Ken Ofori-Atta, Ghana’s finance minister, has insisted that the cathedral would largely be financed by private donors, though sceptics have said the government will end up underwriting it.

Other members of the establishment, while having mixed feelings about the construction, reject the argument that Ghana should postpone all prestige projects until it had tackled more pressing issues. “You can’t say: ‘Until we are wealthy, we cannot afford national pride,’ ” Edward Effah, chairman of Fidelity Bank, Ghana’s biggest, says.

Akufo-Addo has encapsulated his vision of a nation that can stand on its own feet in the slogan “Ghana Beyond Aid.”

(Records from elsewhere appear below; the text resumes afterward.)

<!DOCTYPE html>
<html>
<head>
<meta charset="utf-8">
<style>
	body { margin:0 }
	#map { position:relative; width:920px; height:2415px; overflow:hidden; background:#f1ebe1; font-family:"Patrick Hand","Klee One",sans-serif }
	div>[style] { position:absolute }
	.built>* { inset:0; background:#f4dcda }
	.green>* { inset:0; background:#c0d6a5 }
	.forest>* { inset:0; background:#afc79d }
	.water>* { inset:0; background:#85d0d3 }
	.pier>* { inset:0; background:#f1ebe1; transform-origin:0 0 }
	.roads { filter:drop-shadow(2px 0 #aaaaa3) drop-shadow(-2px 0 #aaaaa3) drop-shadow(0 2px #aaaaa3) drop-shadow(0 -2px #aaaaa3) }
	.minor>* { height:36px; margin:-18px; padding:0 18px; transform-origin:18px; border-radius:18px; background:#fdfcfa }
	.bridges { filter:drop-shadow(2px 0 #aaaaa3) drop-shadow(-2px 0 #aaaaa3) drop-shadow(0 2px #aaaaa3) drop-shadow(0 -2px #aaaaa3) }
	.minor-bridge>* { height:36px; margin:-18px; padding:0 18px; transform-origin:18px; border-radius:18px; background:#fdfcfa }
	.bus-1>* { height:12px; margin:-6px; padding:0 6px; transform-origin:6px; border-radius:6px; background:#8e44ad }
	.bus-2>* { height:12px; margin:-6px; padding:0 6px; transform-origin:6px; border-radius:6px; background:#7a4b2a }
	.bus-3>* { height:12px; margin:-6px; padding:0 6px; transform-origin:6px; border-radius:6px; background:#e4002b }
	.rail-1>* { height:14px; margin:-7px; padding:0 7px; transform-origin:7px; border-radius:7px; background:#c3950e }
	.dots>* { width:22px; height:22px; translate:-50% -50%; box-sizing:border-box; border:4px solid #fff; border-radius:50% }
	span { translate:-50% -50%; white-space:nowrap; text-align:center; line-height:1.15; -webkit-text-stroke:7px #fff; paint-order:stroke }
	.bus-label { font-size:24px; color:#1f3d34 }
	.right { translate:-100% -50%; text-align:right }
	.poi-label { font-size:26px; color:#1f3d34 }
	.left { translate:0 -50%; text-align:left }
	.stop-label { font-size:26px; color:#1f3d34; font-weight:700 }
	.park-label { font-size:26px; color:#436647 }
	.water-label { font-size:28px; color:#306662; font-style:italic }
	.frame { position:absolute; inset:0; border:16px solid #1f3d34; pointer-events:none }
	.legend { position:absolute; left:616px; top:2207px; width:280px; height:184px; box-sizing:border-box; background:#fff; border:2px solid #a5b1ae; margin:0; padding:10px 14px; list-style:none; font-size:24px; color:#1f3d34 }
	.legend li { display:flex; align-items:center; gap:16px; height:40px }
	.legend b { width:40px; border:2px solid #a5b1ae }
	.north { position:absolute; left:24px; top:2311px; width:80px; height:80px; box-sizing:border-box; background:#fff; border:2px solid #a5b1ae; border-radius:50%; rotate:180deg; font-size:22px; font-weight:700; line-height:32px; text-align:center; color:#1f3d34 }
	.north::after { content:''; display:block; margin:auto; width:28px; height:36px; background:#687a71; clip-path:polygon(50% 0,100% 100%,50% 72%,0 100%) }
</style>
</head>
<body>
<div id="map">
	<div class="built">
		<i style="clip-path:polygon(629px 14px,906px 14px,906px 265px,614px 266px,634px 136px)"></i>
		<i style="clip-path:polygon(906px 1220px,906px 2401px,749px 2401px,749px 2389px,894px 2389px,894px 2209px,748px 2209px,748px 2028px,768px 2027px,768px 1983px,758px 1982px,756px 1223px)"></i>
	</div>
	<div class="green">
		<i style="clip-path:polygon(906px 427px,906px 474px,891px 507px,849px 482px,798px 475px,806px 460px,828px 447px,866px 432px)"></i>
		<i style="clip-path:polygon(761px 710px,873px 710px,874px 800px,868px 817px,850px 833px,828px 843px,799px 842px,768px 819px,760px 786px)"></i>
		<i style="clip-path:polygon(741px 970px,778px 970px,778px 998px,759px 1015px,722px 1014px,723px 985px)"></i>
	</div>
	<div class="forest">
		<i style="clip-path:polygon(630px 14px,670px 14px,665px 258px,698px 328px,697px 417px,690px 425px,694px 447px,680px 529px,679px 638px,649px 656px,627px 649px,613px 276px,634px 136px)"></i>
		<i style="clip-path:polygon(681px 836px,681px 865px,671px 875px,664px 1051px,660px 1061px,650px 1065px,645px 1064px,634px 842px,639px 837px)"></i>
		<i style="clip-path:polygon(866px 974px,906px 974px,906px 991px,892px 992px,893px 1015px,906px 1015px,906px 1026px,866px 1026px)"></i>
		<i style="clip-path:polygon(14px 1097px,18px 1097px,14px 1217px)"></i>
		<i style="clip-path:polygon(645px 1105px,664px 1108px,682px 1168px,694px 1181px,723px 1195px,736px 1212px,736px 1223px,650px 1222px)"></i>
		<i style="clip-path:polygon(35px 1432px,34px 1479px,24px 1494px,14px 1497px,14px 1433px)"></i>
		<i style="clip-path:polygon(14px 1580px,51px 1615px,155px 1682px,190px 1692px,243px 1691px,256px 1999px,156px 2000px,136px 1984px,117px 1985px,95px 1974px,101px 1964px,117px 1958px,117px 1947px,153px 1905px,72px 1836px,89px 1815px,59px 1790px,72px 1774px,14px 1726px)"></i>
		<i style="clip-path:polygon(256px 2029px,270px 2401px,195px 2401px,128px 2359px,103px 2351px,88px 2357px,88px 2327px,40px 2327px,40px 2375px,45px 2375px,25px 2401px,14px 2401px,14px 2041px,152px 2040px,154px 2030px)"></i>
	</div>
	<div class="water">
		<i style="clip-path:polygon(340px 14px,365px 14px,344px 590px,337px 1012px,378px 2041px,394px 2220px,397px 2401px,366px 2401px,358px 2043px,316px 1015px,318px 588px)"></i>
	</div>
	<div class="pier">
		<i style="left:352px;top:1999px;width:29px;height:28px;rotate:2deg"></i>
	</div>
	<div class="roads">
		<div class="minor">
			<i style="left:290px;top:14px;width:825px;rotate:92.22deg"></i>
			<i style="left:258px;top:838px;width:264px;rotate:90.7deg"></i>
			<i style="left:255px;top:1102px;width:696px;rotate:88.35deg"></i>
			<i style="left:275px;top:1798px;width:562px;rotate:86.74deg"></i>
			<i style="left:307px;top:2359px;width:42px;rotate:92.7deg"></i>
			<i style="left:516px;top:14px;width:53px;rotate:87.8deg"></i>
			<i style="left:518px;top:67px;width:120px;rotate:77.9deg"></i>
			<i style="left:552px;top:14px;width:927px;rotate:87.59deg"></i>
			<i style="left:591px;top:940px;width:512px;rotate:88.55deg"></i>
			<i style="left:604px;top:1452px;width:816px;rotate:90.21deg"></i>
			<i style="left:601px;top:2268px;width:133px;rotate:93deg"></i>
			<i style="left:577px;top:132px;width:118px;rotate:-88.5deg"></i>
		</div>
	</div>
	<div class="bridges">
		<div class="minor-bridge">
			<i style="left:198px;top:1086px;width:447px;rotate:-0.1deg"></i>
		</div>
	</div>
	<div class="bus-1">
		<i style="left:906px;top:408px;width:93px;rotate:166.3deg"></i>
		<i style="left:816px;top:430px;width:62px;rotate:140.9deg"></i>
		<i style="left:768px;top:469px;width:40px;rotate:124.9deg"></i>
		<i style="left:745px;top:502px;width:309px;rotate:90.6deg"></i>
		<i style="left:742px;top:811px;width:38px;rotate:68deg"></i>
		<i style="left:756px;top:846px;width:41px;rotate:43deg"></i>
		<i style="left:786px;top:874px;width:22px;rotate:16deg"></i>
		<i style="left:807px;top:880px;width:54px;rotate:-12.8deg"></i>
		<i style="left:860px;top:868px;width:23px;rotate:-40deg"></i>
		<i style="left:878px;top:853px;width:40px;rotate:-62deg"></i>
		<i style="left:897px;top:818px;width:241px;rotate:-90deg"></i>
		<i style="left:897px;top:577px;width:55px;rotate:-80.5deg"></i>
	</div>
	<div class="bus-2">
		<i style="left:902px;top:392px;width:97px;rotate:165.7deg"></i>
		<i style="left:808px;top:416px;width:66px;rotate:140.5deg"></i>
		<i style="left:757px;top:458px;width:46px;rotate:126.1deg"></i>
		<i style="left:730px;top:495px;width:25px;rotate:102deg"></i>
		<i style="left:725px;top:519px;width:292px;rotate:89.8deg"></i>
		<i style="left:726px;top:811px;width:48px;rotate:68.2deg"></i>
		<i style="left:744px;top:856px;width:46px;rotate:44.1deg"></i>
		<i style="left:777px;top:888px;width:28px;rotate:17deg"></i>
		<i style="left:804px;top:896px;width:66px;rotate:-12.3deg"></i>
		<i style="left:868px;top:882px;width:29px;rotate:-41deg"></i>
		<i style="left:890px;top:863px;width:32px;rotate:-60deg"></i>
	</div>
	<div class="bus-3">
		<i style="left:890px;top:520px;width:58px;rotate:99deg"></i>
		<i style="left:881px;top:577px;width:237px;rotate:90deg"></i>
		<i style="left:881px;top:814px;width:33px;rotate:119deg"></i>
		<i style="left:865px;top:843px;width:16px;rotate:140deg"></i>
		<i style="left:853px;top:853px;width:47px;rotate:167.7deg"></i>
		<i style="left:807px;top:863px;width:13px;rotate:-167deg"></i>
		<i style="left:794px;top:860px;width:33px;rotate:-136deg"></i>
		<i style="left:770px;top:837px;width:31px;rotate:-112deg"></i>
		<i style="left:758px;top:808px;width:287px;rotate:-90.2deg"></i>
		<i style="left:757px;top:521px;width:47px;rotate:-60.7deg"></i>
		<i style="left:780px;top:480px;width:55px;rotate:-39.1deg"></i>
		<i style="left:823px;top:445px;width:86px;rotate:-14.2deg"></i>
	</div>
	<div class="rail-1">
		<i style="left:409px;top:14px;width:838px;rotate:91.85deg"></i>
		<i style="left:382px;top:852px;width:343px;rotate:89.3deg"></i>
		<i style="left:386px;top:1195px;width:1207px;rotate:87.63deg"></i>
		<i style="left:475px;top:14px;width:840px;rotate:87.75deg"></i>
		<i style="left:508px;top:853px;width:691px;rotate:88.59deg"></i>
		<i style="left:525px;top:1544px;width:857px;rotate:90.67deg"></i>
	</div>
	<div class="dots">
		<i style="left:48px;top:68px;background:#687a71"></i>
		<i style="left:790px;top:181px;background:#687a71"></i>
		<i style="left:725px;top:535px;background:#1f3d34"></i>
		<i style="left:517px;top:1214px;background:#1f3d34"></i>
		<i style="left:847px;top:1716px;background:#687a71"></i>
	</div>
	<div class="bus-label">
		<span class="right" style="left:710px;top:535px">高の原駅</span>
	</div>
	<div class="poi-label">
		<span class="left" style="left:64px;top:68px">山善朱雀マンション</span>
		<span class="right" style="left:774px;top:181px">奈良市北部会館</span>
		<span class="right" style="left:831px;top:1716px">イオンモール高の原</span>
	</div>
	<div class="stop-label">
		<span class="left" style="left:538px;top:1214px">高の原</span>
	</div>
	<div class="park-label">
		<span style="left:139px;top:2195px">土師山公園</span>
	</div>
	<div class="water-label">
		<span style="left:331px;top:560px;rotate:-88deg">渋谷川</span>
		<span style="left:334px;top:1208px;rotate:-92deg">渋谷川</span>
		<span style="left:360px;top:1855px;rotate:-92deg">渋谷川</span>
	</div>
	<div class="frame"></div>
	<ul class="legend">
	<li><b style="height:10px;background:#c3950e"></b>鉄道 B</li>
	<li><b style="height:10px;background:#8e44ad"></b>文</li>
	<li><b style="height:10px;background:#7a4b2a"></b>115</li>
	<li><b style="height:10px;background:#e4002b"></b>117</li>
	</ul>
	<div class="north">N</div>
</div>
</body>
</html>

Sir David, who also designed the acclaimed Smithsonian National Museum of African American History and Culture in Washington, D.C., has called the proposed structure a place where “religion, democracy and local tradition are seamlessly and symbolically intertwined.”

Yet critics say that the cathedral’s extravagance is driven less by concerns of national prestige and more by an emerging struggle over the role of Christianity in Ghana’s identity. Under former president John Mahama, who comes from the predominantly Muslim north, a Turkish foundation paid for the completion of a huge mosque in Accra.

“The Christians are feeling a bit upstaged by what they consider a minority religion,” says Kwasi Prempeh, executive director of Ghana’s Center for Democratic Development. “The Christians are saying, ‘We have to flex our political muscles.’ ”

Ofori-Atta, who, like the current president, is a devout Christian, has insisted that the state paid for Muslims to attend the Haj, and that it should not be taboo for it to back a Christian project. But so much has religion seeped into government that Ofori-Atta has led prayers this year for the successful completion of a eurobond issue — to the discomfort of some staff.

The government also views the cathedral as a way of clawing back ground from a plethora of evangelists and “charismatic preachers” who have drawn millions of people, and tens of millions of dollars, into their congregations.

“There are so many one-man-style churches, and these guys are making fortunes,” says Daniel Domelevo, Ghana’s auditor-general.

The government is considering taxing private churches on the grounds that they are more moneymaking enterprises than places of worship.

Crosby Aboagye, a taxi driver passing the looming Turkish mosque, says he supported the idea of the new cathedral. “There are only a few Muslims. We are a Christian country,” he says. “If you go to Ivory Coast, they have a national cathedral. Why not Ghana?”